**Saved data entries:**
********

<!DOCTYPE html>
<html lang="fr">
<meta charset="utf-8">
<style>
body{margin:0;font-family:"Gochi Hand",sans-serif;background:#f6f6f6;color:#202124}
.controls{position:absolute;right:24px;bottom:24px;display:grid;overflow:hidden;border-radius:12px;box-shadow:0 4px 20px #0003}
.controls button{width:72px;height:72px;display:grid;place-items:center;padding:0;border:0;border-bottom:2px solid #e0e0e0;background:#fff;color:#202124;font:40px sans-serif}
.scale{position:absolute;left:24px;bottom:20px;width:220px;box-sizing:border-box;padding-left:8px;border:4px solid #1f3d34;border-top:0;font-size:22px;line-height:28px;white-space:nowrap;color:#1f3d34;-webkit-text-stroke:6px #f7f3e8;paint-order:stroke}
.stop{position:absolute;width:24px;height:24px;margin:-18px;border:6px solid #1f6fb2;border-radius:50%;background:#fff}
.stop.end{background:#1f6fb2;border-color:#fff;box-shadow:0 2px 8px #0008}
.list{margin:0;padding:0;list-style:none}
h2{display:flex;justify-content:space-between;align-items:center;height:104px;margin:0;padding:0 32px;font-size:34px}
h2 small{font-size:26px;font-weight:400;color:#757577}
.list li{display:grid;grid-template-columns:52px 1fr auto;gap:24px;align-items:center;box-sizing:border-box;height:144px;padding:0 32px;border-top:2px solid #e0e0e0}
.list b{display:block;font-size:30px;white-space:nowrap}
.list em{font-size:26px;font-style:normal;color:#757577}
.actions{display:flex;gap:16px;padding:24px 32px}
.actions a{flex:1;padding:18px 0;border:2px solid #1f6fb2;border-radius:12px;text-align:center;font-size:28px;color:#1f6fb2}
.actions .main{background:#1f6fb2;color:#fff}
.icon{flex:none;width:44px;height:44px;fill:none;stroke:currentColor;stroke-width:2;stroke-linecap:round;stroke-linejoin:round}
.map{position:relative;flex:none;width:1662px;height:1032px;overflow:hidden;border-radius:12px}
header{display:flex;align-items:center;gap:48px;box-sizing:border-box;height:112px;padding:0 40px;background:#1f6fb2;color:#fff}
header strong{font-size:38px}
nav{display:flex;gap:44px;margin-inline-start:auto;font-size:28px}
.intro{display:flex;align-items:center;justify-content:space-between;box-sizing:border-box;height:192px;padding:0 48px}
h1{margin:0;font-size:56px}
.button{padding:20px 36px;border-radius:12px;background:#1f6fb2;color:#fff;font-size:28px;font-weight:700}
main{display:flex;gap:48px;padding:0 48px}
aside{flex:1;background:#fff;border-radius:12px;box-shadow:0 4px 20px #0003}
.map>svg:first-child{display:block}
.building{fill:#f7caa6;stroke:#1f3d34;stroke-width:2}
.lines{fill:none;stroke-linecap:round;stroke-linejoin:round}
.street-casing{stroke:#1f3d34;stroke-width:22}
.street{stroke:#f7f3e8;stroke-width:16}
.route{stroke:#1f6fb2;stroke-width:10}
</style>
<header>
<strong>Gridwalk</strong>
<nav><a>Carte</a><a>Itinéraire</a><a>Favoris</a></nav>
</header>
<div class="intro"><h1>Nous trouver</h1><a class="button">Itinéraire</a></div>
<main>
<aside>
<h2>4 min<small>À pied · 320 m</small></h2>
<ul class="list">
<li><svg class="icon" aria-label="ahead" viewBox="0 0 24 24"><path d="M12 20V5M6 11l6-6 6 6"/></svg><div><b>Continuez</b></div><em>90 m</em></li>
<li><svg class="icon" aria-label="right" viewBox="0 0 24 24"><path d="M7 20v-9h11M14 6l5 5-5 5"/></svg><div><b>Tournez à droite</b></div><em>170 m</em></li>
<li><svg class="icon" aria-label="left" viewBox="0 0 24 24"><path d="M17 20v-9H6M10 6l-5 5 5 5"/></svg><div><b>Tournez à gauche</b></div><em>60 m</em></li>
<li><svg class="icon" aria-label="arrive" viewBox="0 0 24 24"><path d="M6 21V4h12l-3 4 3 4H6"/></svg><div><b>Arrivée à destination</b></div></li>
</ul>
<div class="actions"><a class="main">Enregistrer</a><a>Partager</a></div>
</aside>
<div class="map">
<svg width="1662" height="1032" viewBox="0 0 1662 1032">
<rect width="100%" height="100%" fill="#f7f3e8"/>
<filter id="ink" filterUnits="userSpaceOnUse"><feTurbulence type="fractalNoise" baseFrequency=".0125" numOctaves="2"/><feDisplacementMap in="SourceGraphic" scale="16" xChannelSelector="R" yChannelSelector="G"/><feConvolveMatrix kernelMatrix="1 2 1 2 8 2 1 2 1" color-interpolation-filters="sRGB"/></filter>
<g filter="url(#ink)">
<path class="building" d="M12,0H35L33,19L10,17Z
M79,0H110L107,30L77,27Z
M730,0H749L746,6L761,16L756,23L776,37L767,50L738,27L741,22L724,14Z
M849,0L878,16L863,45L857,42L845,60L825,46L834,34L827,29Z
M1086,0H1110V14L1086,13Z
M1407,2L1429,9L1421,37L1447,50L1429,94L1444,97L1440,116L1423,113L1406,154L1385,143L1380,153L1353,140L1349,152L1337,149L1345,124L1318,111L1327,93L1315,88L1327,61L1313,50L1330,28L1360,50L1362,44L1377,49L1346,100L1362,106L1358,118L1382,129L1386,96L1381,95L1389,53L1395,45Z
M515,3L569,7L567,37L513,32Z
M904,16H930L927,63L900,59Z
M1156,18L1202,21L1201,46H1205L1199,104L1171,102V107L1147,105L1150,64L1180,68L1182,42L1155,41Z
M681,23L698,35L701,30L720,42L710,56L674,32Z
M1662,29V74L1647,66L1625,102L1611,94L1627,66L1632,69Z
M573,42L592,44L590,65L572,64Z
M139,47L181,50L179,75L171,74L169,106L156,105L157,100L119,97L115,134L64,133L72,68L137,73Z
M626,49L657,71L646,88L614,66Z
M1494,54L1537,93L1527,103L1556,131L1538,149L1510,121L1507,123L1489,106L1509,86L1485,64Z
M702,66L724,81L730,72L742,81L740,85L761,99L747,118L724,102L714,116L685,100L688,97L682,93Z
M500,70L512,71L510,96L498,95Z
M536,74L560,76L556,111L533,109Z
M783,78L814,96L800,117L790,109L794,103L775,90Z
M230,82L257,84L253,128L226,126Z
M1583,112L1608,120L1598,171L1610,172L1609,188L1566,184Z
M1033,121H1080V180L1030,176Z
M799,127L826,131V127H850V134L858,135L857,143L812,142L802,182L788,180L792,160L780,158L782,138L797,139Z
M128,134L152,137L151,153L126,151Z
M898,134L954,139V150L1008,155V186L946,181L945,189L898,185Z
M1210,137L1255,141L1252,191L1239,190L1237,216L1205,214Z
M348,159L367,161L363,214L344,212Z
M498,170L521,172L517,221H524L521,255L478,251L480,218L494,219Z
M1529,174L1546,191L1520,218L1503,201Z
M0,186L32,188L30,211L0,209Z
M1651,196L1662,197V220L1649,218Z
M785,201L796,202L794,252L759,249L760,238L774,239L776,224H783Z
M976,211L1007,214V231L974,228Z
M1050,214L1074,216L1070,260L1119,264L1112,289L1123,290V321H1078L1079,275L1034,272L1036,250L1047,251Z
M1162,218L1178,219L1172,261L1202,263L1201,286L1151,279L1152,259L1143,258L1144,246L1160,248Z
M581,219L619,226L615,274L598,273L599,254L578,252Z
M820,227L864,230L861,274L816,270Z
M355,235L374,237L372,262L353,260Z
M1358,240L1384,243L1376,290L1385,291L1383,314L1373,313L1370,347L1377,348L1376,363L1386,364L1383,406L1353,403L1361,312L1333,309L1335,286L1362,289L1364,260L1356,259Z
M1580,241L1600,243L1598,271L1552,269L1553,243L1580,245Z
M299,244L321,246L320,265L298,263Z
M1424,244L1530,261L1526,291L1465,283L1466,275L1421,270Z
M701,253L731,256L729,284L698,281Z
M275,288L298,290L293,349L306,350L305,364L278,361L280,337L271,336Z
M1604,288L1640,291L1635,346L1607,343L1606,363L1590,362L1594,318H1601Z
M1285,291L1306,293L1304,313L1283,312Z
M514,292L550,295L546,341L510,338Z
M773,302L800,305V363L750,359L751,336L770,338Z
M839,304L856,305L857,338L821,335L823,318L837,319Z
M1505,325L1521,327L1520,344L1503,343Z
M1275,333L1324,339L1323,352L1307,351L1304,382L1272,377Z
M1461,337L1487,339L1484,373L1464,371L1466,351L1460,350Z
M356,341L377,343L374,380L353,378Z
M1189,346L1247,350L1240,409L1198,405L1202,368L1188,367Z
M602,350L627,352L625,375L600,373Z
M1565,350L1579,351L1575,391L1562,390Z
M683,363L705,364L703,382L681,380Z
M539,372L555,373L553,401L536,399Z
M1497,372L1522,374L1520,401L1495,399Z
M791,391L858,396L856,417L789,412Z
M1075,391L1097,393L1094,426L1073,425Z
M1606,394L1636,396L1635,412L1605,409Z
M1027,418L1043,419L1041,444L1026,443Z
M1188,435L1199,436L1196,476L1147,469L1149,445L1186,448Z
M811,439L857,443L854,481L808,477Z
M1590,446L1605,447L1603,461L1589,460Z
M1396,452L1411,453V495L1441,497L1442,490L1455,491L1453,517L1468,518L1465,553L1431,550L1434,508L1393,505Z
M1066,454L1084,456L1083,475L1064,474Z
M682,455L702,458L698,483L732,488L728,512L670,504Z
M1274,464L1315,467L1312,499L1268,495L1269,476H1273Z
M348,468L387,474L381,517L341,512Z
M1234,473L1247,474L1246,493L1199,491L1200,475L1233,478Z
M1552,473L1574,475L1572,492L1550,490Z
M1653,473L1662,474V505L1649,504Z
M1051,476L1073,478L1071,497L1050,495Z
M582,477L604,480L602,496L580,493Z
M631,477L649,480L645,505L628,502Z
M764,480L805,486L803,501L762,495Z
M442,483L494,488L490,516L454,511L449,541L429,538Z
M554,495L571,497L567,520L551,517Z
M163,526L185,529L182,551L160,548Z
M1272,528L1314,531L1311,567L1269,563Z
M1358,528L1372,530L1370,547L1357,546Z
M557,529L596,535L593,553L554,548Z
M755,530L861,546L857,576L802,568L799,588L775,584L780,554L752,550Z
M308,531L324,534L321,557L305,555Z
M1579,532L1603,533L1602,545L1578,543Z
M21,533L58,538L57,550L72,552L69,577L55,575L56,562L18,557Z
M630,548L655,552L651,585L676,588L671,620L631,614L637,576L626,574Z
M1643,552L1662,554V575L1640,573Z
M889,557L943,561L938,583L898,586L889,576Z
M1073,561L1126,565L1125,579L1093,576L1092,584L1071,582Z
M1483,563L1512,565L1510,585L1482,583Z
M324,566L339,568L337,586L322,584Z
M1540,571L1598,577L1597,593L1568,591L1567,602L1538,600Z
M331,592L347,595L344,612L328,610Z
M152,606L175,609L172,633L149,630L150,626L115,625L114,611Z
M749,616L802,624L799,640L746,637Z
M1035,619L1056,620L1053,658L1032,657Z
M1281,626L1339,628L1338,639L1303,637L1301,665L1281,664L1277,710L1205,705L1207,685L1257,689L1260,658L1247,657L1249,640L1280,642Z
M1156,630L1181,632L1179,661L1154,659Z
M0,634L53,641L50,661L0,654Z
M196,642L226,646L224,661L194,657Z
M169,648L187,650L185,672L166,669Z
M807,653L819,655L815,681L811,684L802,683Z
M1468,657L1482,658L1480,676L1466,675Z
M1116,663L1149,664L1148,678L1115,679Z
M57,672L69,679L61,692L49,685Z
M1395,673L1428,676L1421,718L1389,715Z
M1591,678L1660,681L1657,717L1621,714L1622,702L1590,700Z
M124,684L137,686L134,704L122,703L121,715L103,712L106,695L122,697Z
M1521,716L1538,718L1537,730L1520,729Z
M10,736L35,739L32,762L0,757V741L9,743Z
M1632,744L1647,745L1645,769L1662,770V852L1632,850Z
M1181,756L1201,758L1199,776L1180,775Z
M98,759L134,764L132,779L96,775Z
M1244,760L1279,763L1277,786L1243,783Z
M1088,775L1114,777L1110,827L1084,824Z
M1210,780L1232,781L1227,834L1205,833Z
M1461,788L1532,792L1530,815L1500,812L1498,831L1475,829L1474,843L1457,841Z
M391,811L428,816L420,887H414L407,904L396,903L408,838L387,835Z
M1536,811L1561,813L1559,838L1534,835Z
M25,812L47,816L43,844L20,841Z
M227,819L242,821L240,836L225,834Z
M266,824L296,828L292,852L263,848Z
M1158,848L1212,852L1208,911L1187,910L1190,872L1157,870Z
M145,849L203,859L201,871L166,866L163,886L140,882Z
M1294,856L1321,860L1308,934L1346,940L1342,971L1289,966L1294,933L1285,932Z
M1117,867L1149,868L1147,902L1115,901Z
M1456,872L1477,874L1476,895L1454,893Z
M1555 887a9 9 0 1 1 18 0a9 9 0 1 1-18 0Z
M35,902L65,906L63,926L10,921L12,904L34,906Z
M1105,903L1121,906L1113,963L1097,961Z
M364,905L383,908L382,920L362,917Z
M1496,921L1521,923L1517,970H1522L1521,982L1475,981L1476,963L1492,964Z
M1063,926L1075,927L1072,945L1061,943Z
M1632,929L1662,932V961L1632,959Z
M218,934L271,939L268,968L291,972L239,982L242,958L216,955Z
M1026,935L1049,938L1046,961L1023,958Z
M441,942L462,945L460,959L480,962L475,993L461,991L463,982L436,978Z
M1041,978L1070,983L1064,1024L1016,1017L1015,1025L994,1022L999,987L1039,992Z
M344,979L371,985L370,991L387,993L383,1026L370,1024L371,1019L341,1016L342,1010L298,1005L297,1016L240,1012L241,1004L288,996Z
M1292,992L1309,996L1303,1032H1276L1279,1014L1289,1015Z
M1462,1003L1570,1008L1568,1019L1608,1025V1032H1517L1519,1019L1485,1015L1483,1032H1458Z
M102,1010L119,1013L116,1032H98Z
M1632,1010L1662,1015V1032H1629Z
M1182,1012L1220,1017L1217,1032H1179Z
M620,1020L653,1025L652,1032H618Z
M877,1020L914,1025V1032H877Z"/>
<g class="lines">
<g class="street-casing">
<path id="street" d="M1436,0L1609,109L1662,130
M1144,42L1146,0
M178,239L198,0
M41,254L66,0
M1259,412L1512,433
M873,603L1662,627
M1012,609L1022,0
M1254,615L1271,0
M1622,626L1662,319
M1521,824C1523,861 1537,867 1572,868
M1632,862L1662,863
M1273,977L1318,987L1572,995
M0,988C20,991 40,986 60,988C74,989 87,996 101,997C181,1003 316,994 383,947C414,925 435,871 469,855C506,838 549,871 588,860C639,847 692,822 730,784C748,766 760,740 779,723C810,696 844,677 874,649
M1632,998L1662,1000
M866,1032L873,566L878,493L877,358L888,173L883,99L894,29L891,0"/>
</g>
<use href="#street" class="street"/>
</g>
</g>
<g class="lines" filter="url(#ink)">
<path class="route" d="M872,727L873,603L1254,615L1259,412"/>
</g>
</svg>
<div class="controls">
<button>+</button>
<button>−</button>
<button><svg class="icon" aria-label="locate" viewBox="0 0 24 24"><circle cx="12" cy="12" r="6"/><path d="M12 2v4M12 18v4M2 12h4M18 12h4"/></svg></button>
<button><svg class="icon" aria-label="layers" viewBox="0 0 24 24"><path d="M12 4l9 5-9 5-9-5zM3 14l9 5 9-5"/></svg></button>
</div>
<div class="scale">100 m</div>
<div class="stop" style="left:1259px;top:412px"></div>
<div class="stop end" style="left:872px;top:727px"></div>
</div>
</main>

********

**Exercise prompt:**
Taking the line with "M218,934L271,939L268,968L291,972L239,982L242,958L216,955Z" as the first and the line with "M1632,1010L1662,1015V1032H1629Z" as the last, retype that stretch of the data above exactly, with no other lines.

**Result for this exercise:**
M218,934L271,939L268,968L291,972L239,982L242,958L216,955Z
M1026,935L1049,938L1046,961L1023,958Z
M441,942L462,945L460,959L480,962L475,993L461,991L463,982L436,978Z
M1041,978L1070,983L1064,1024L1016,1017L1015,1025L994,1022L999,987L1039,992Z
M344,979L371,985L370,991L387,993L383,1026L370,1024L371,1019L341,1016L342,1010L298,1005L297,1016L240,1012L241,1004L288,996Z
M1292,992L1309,996L1303,1032H1276L1279,1014L1289,1015Z
M1462,1003L1570,1008L1568,1019L1608,1025V1032H1517L1519,1019L1485,1015L1483,1032H1458Z
M102,1010L119,1013L116,1032H98Z
M1632,1010L1662,1015V1032H1629Z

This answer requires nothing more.